The Greatest Manual for Raising Children Ever Written

Is How to Win Friends and Influence People, by Dale Carnegie, written because there was no book of its type in existence. A case of write the book you want to read, I suppose.

I don’t think he set out to write a manual for raising children, he wrote a book on winning friends and influencing people. If you have kids, you know that winning their friendship is the last thing you want to do.

Literally.

No, seriously, the last thing you want to do when raising your children is to win their friendship. For two decades, you are parent, mentor, teacher, disciplinarian. You are the dictator of your home, and they are your subjects.

I’ve seen parents trying to be friends with their children. What a bloody disaster.
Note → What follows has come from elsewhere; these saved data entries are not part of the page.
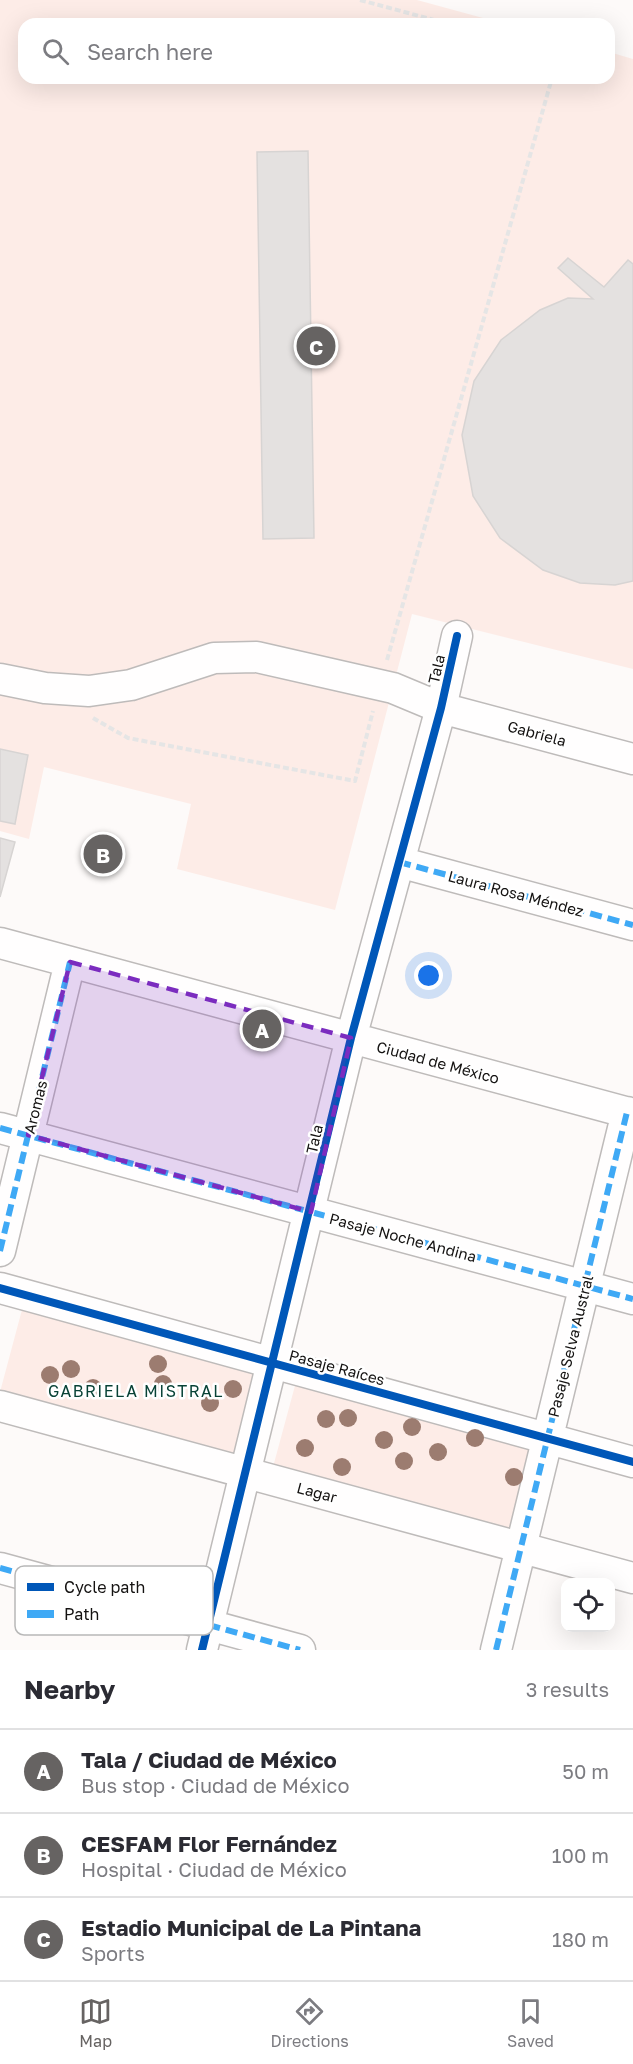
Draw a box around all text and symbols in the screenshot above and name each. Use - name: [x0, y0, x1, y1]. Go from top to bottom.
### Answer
- search box: [18, 18, 615, 84]
- icon: search: [39, 35, 72, 68]
- text: Search here: [87, 38, 213, 65]
- pin: C: [296, 324, 336, 368]
- street label: Tala: [424, 653, 448, 685]
- street label: Gabriela: [506, 717, 568, 749]
- pin: B: [84, 832, 122, 876]
- street label: Laura Rosa Méndez: [446, 866, 586, 920]
- your location: [414, 961, 443, 990]
- pin: A: [242, 1006, 282, 1052]
- street label: Ciudad de México: [375, 1037, 501, 1087]
- street label: Aromas: [20, 1078, 50, 1136]
- street label: Tala: [302, 1123, 326, 1155]
- street label: Pasaje Noche Andina: [327, 1209, 479, 1265]
- street label: Pasaje Selva Austral: [544, 1273, 596, 1419]
- street label: Pasaje Raíces: [287, 1346, 387, 1388]
- district label: GABRIELA MISTRAL: [48, 1381, 224, 1401]
- street label: Lagar: [295, 1478, 339, 1506]
- legend: [15, 1566, 213, 1635]
- text: Cycle path: [64, 1577, 145, 1597]
- map controls: [561, 1578, 615, 1632]
- button: locate: [561, 1578, 615, 1632]
- text: Path: [64, 1604, 99, 1624]
- text: Nearby: [24, 1674, 115, 1705]
- text: 3 results: [526, 1677, 609, 1701]
- text: Tala / Ciudad de México: [81, 1746, 337, 1773]
- text: A: [36, 1759, 51, 1783]
- text: 50 m: [562, 1759, 609, 1783]
- text: Bus stop · Ciudad de México: [81, 1773, 350, 1797]
- text: CESFAM Flor Fernández: [81, 1830, 337, 1857]
- text: B: [36, 1843, 51, 1867]
- text: 100 m: [552, 1843, 609, 1867]
- text: Hospital · Ciudad de México: [81, 1857, 347, 1881]
- text: Estadio Municipal de La Pintana: [81, 1914, 421, 1941]
- text: C: [36, 1927, 51, 1951]
- text: 180 m: [552, 1927, 609, 1951]
- text: Sports: [81, 1941, 145, 1965]
- tab: Map: [79, 1995, 112, 2051]
- tab: Directions: [271, 1995, 349, 2051]
- tab: Saved: [507, 1995, 554, 2051]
Children are manipulative little sociopaths. Wild animals. It is our job as parents to raise them, to civilize them. Befriending them gets in the way of that. At least until they’re getting close to leaving home, then, hells yes, befriend them.
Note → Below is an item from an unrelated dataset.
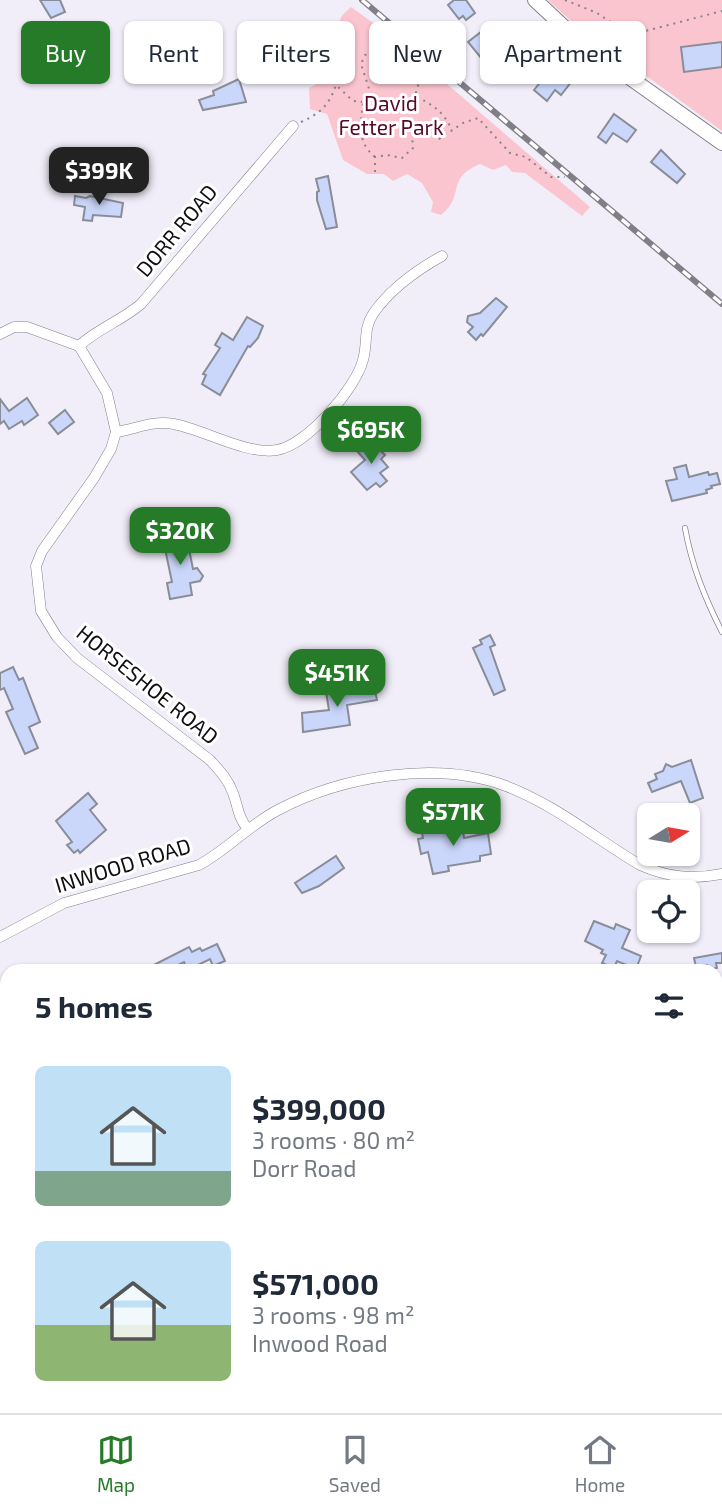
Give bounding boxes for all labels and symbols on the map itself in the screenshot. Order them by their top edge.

As the literal last act you perform as parent, before setting them into the wild.

But, raising them? Yeah, that’s your job, your duty, and how better to do that than to influence them?

At the moment, I’m reading Win Friends for (I think) the fourth time. Every time, I learn more about how I should be influencing my children to become the good men I know they can be. The principles Carnegie espouses for business relationships, for friendships, for success at work? They all apply to turning the little animals into civilized, functional beings.

Even over the last week, as I’ve been relearning, and reapplying the lessons, I’m already seeing the positive influence of the greatest child rearing manual ever written, How to Win Friends and Influence People.